AIER’s Everyday Price Index fell 0.1 percent in October after being unchanged in September. Over the past four months, the EPI has fallen 0.1 percent in two (October and July) and been unchanged in two (August and September). The EPI measures price changes people see in everyday purchases such as groceries, restaurant meals, gasoline, and utilities. It excludes prices of infrequently purchased, big-ticket items (such as cars, appliances, and furniture) and prices contractually fixed for prolonged periods (such as housing).
The Consumer Price Index, which includes everyday purchases as well as infrequently purchased, big-ticket items and contractually fixed items, rose 0.2 percent in October after posting gains of 0.1 percent in each of the prior two months. The EPI is not seasonally adjusted, so we compare it with the unadjusted CPI. Over the past 12 months, the EPI has risen 2.9 percent versus a 2.5 percent gain for the CPI.
The EPI including apparel, a broader measure that includes clothing and shoes, rose 0.1 percent in October and is up 2.6 percent over the past year. Apparel prices jumped 1.3 percent on a not-seasonally-adjusted basis in October, though over the past 12 months apparel prices are down 0.4 percent.
For the second month in a row, the performance of the index was largely driven by a decline in fuel and utilities prices (down 0.9 percent), which subtracted 0.12 percentage points. That decline was partially offset by higher prices for motor fuels (up 0.7 percent, adding 0.08 percentage points), tobacco and smoking products (up 1.5 percent, adding 0.03 percentage points), and restaurants (up 0.1 percent, adding 0.02 percentage points). In total, 11 of the 24 categories within the EPI were up in October while 12 were down and 1 was unchanged.
Over the past year, 21 of 24 categories show higher prices compared to a year ago while 3 show price declines. Eleven of the 21 categories with increases have 12-month gains between 0 and 2 percent, leaving 10 with gains above 2 percent. The category with the largest increase by far is motor fuel, for which prices are up 16.2 percent from a year ago.
The components with the largest weights in the EPI are food at home (20.7 percent), food away from home (17.1 percent), household fuels and utilities (13.4 percent), and motor fuel (12.7 percent).
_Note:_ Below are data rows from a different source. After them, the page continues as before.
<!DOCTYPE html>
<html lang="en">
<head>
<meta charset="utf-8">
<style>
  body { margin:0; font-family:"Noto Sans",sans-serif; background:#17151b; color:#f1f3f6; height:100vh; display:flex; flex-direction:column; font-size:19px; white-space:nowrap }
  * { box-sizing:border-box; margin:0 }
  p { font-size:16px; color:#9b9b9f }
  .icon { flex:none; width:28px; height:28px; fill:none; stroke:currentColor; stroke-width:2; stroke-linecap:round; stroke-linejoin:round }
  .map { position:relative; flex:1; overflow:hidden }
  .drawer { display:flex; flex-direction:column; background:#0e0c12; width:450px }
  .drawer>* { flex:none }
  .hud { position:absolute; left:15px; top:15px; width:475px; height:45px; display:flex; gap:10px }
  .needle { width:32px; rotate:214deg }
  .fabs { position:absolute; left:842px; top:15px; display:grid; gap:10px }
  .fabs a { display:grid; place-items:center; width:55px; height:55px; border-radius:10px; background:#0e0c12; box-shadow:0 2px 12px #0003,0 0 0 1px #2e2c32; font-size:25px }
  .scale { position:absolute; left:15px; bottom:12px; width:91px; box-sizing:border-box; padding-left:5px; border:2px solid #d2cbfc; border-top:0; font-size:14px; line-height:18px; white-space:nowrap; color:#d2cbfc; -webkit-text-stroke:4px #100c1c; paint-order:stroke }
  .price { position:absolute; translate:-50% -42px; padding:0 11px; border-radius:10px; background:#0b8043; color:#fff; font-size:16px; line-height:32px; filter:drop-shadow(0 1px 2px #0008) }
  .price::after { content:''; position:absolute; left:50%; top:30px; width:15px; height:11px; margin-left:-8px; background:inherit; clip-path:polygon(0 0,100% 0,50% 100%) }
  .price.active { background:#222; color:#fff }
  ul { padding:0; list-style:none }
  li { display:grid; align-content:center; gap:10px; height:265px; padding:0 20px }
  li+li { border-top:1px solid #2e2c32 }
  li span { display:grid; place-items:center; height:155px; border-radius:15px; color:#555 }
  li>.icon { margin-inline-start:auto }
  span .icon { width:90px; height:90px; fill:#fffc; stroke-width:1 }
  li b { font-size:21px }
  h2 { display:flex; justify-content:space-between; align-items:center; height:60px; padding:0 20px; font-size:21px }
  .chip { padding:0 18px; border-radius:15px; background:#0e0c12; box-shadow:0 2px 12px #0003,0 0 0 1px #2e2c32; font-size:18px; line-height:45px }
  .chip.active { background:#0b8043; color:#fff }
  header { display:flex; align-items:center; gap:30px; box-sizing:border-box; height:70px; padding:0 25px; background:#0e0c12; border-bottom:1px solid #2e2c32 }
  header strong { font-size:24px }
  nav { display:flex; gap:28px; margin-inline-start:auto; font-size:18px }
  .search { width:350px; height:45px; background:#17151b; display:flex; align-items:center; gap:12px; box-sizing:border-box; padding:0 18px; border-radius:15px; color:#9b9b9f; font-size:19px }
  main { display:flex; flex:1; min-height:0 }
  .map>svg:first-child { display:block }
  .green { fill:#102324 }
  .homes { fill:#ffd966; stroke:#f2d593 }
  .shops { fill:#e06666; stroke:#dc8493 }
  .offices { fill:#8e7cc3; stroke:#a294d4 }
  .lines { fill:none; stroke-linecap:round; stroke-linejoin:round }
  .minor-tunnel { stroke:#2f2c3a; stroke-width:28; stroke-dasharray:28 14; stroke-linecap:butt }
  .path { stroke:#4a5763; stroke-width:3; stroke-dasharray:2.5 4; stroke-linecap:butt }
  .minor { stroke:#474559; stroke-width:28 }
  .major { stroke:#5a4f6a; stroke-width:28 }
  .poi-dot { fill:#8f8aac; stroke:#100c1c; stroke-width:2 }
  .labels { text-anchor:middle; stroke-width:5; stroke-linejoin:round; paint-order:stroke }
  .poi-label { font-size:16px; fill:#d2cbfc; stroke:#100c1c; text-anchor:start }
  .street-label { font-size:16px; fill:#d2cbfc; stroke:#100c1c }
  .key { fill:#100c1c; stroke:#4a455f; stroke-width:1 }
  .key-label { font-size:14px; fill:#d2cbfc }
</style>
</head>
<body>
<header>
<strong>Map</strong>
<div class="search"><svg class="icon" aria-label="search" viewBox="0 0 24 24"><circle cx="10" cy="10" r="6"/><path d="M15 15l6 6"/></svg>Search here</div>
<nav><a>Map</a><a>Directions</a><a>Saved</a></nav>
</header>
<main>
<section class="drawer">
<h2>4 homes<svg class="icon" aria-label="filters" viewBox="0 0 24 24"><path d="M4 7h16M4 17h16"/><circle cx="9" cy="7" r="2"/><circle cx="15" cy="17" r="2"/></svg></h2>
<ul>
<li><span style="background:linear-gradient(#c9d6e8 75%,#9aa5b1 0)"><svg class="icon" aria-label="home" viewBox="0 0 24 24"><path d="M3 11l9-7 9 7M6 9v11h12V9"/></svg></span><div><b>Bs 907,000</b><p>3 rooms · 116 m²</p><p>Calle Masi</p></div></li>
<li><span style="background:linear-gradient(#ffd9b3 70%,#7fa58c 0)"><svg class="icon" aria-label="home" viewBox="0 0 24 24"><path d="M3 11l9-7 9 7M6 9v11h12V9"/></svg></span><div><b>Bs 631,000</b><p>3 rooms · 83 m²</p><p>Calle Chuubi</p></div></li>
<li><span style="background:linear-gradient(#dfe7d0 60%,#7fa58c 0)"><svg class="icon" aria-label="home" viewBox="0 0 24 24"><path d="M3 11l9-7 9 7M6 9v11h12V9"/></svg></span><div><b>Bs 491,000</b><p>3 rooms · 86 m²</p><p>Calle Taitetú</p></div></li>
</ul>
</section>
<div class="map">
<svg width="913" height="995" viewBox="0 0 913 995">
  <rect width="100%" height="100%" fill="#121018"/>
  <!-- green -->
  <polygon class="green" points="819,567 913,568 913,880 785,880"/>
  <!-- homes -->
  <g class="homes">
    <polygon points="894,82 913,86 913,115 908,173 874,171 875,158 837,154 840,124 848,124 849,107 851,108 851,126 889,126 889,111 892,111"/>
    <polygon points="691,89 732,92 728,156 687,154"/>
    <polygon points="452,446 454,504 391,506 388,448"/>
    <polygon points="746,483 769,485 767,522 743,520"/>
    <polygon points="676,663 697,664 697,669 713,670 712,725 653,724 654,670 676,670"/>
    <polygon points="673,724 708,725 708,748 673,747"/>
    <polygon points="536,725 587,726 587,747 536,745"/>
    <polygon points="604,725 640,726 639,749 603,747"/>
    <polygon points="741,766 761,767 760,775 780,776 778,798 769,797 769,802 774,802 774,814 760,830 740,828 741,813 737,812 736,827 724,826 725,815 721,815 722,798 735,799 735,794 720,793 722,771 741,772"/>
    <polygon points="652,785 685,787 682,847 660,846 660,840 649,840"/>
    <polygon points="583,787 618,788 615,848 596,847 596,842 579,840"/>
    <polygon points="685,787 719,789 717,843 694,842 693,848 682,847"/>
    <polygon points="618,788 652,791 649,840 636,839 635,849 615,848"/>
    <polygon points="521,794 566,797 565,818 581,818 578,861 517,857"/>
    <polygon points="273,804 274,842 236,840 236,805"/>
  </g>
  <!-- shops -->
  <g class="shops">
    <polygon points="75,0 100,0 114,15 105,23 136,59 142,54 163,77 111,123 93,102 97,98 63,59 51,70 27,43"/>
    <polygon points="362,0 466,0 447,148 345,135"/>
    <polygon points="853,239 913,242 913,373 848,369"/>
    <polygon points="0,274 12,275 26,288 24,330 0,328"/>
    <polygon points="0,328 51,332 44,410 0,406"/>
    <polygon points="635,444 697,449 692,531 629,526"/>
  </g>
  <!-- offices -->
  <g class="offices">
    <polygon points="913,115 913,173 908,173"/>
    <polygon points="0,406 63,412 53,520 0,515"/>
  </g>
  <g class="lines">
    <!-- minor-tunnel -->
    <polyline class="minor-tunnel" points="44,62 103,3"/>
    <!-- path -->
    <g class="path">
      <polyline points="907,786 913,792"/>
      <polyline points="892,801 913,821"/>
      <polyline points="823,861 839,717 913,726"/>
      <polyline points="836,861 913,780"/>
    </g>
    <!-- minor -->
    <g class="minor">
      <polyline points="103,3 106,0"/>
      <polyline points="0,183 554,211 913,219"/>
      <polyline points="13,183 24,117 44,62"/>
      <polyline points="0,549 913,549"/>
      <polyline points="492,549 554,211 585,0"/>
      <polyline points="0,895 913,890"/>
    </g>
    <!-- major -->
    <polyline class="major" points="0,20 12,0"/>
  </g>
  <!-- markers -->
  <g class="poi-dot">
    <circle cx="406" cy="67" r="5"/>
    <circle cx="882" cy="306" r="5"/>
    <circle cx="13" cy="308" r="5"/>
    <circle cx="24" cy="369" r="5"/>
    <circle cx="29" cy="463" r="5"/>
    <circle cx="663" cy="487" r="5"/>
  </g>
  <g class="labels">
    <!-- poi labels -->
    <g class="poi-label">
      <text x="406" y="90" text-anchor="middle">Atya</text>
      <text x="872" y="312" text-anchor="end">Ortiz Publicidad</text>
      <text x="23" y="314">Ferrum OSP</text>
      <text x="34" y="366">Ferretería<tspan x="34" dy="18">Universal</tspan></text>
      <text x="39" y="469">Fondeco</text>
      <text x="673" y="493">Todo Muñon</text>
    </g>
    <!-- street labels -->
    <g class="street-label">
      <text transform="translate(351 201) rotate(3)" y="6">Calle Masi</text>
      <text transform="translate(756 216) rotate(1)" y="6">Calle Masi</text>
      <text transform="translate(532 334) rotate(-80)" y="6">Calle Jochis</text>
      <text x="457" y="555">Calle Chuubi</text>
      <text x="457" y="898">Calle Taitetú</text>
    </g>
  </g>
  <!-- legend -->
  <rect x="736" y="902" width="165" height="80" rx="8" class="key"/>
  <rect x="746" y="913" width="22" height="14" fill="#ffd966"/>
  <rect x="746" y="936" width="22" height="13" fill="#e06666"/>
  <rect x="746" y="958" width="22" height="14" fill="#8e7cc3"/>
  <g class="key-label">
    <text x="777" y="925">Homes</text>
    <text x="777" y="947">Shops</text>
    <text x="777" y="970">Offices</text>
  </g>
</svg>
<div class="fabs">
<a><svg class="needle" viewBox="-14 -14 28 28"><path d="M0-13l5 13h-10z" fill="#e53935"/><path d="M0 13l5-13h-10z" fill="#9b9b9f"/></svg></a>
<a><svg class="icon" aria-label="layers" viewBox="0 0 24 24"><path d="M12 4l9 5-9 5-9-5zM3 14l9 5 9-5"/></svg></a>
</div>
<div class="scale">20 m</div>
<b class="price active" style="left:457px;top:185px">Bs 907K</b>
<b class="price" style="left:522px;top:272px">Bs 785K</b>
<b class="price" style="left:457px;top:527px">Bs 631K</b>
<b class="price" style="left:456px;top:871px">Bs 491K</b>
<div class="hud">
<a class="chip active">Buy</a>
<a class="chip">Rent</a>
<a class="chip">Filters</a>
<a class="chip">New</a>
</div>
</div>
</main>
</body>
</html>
Together, these four categories account for 63.9 percent of the EPI. Among these important components, food at home is up just 0.1 percent from a year ago, food away from home is up 2.5 percent, household fuels and utilities are up 1.5 percent, and motor fuel is 16.2 percent higher. Most consumers watch prices, but certain ones, even among everyday purchases, tend to stand out. Food and gasoline prices tend to be volatile and get attention, particularly when prices rise quickly.
With four consecutive months of flat or falling everyday prices, the three-month annualized change in the EPI was −0.2 percent in October compared to −0.4 percent in September. Energy-related categories remain the most significant driver of monthly changes, and with crude oil prices falling sharply in mid-November it’s probable that the EPI will see a decline for the month of November. However, labor-intensive areas, especially restaurants, will likely continue to see upward price pressures given the tightness of the labor markets and recent acceleration in average hourly earnings.